El Verde de los Nacimientos: Belleza que Cuesta al Ambiente

Cada diciembre, muchas familias en países de habla hispana decoran sus nacimientos con heno y musgo para recrear el paisaje del portal de Belén. Estas plantas aportan un toque natural y cálido que evoca humildad y tradición.

Sin embargo, detrás de esta costumbre hay un problema silencioso: el musgo y el heno, cuando se recolectan directamente del campo, suelen extraerse de ecosistemas frágiles. Esta práctica, aunque parece inofensiva, puede tener consecuencias graves.
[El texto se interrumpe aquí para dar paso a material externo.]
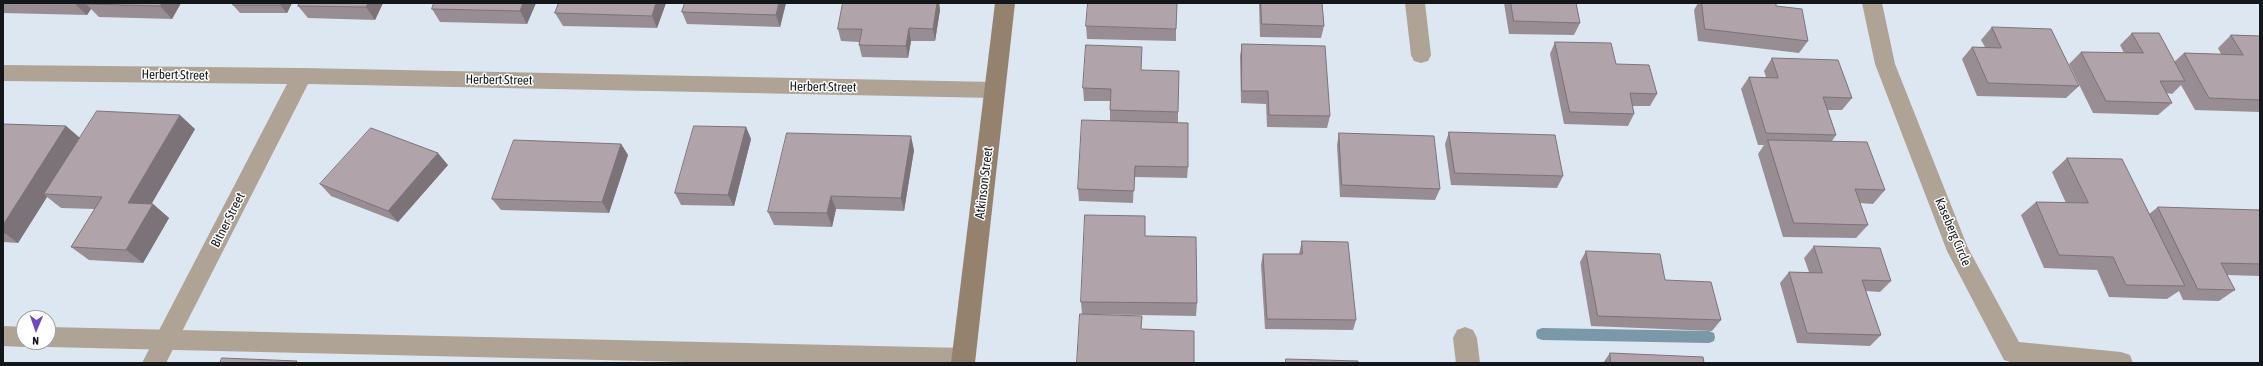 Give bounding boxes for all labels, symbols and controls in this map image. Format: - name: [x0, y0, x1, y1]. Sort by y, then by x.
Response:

El musgo, por ejemplo, crece lentamente y juega un papel clave en la retención de agua y la prevención de la erosión del suelo. Su remoción desmedida afecta directamente la salud de bosques y laderas montañosas.
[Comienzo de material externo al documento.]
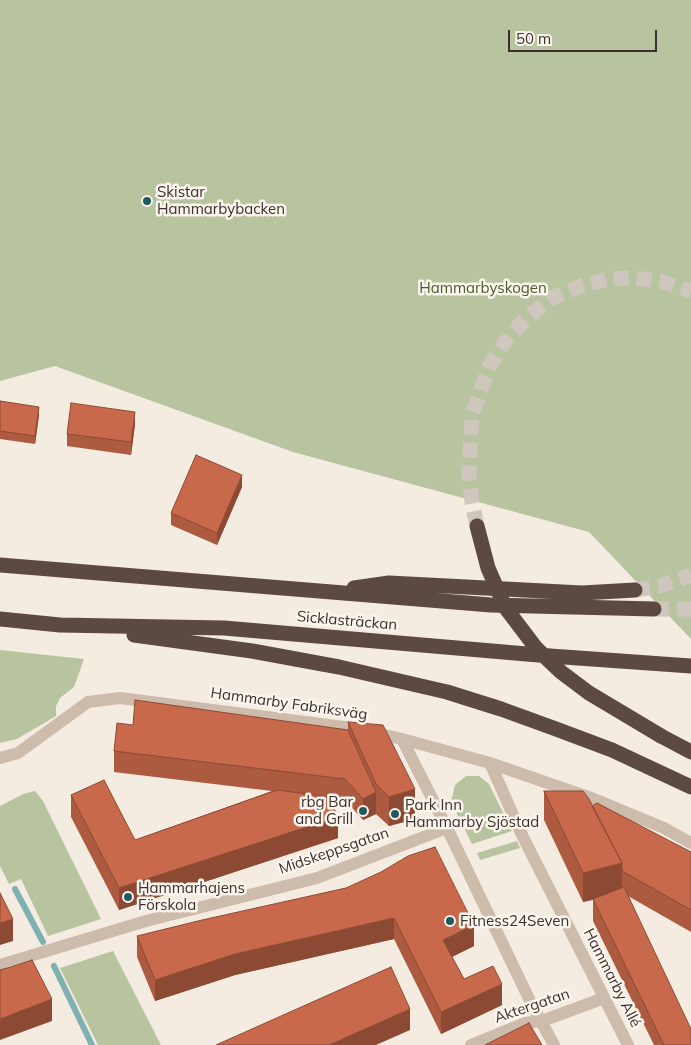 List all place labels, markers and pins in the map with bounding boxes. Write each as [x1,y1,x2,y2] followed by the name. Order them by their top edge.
[157,183,285,218] place label: Skistar Hammarbybacken
[141,195,153,207] marker: Skistar Hammarbybacken
[295,793,353,828] place label: rbg Bar and Grill
[405,796,539,831] place label: Park Inn Hammarby Sjöstad
[357,805,369,817] marker: rbg Bar and Grill
[389,808,401,820] marker: Park Inn Hammarby Sjöstad
[138,879,245,914] place label: Hammarhajens Förskola
[122,891,134,903] marker: Hammarhajens Förskola
[460,912,569,930] place label: Fitness24Seven
[444,915,456,927] marker: Fitness24Seven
Además, en muchos lugares, **la extracción no regulada de estas plantas es ilegal**. Autoridades ambientales han advertido que actividades como estas, sumadas a la tala o el tráfico de especies, contribuyen al deterioro de zonas naturales protegidas.

La buena noticia es que hay alternativas. Hoy existen musgos artificiales muy realistas, o versiones secas cultivadas de forma sostenible. También se pueden usar hierbas locales de jardín, como el trébol o la cebadilla, que no dañan el ecosistema.

Este año, honrar la tradición no tiene por qué significar lastimar la naturaleza. Un nacimiento hermoso también puede ser respetuoso. Pequeños cambios en cómo decoramos pueden marcar una gran diferencia para el planeta.